You may have been told by a friend that there’s a way to get free shows and movies for no monthly fee. They are probably talking about Kodi and you are probably wondering, is Kodi Legal? I will explain what they are talking about and how it works. From there, you can make your own decision.
Kodi is free, open source media center software. I want to discuss it because it’s the best and most popular. Just know that there are at least a dozen other products that are similar. It is compatible with a number of hardware platforms and operating systems. You can even run it on your phone.
It started out in 2002 as the Xbox Media Player and would only run on an Xbox. A year later it was renamed to the Xbox Media Center (XBMC) and was expanded to run on a number of other systems. It became known as Kodi in 2014.

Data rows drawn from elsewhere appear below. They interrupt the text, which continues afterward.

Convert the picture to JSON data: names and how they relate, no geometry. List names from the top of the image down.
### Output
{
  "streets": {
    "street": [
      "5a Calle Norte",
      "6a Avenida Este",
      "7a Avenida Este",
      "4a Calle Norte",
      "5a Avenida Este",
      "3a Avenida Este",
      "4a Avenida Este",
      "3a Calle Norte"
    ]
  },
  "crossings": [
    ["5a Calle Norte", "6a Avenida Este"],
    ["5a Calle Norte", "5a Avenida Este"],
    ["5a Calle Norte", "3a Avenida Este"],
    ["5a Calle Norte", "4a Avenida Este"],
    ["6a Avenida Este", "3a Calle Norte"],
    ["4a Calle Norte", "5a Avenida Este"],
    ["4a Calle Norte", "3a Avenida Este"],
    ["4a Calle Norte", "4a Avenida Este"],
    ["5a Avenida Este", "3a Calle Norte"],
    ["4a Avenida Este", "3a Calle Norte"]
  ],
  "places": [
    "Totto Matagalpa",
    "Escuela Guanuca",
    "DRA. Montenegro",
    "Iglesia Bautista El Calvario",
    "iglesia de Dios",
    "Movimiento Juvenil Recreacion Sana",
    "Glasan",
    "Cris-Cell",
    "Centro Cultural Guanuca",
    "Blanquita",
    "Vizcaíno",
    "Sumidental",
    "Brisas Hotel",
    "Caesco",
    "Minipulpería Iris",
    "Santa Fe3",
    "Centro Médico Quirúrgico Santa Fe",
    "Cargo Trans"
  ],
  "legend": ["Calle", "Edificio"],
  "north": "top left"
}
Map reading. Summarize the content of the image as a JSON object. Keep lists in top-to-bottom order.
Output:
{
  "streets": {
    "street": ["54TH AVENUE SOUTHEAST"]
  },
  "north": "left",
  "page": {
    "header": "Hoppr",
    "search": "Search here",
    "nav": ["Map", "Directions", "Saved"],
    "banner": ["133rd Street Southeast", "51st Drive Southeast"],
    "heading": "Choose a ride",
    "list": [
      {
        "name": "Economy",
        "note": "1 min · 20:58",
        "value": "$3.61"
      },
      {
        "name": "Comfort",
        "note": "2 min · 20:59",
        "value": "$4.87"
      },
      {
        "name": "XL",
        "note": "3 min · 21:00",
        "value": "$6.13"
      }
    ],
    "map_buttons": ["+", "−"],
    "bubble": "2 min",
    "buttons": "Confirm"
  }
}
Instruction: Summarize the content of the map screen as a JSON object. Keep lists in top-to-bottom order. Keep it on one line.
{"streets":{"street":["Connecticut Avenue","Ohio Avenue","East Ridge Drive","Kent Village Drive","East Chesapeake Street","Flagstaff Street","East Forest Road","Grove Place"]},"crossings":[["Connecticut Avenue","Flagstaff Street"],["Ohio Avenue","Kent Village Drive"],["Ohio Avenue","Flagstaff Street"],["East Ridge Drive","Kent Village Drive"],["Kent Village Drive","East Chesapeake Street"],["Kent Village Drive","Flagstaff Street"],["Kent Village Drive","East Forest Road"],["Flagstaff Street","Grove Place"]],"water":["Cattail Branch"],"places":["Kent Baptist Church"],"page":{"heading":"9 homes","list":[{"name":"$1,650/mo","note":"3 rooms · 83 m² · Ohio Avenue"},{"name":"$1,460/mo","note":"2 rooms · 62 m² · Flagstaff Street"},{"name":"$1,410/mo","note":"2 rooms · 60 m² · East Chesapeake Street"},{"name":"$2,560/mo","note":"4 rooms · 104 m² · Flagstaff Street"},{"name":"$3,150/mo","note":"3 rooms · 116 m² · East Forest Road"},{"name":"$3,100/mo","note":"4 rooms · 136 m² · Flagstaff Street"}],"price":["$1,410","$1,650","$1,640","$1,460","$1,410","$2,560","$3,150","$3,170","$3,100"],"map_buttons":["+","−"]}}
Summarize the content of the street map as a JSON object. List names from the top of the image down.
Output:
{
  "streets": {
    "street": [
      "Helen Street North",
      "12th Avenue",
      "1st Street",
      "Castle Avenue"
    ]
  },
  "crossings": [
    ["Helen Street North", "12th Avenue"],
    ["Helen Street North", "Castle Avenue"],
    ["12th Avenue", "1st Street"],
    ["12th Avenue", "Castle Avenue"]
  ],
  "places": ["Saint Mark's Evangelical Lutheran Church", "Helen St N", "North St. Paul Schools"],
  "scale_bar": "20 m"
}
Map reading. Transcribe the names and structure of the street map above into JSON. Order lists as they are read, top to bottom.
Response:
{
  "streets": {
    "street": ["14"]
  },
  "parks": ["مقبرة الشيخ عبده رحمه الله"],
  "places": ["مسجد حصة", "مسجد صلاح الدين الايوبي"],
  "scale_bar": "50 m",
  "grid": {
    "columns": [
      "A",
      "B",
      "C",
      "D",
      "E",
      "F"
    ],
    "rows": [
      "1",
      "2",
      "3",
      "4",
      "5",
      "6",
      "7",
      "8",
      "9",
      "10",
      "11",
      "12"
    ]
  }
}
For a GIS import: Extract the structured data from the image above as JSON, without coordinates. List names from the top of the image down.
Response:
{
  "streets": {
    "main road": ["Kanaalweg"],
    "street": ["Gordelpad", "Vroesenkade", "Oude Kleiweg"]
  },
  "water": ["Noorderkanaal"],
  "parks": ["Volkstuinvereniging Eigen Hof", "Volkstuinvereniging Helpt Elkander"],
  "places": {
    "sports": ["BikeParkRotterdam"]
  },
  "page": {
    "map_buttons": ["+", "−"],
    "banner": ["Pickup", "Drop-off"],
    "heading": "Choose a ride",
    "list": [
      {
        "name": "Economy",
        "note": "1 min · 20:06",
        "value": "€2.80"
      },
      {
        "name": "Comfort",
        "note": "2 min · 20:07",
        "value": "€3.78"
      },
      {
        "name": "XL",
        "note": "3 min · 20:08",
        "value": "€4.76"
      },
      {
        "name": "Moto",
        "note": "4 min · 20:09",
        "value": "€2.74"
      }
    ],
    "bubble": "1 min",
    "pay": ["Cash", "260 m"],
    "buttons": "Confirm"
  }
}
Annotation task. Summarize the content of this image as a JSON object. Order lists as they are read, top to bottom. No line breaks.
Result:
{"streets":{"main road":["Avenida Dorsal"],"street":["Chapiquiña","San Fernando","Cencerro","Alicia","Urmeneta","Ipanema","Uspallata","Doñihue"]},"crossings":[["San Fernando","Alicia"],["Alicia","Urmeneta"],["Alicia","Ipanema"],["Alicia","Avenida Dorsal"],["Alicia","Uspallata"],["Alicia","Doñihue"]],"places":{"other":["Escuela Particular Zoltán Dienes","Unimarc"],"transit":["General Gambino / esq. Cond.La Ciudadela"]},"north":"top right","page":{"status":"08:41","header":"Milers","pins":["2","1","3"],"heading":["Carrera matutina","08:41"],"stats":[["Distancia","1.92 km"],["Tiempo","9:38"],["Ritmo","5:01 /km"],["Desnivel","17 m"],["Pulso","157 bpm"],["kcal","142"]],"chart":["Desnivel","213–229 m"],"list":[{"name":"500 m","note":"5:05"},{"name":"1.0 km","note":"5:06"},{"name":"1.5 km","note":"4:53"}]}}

Kodi itself is a very versatile media player. It can be loaded on a Fire TV, an old PC, an Android TV box, a phone and more. It’s extremely customizable through skins that change its appearance and a number of plugins. Plugins are add-ons to software that add new functionality. They can also be called modules or extensions. If you read our post about passwords, you were introduced to LastPass. LastPass installs a browser plugin to handle passwords for you. Plugins are used frequently in software to reduce the size of the base application. Plugins are developed by the original developer to add features and enhance the base application. In the case of Kodi, it’s some third-party plugins that make this a complicated topic.
Is Kodi legal?
Yes. Kodi by itself is perfectly legal. It’s actually a great product. It’s how it’s used that can be problematic. Part of what makes it great is that you can use plugins to add new functionality. The problem is that there are also plugins that are made to use unofficial streaming sites. These are sites that host movies and other shows for streaming, but don’t own the rights to do so.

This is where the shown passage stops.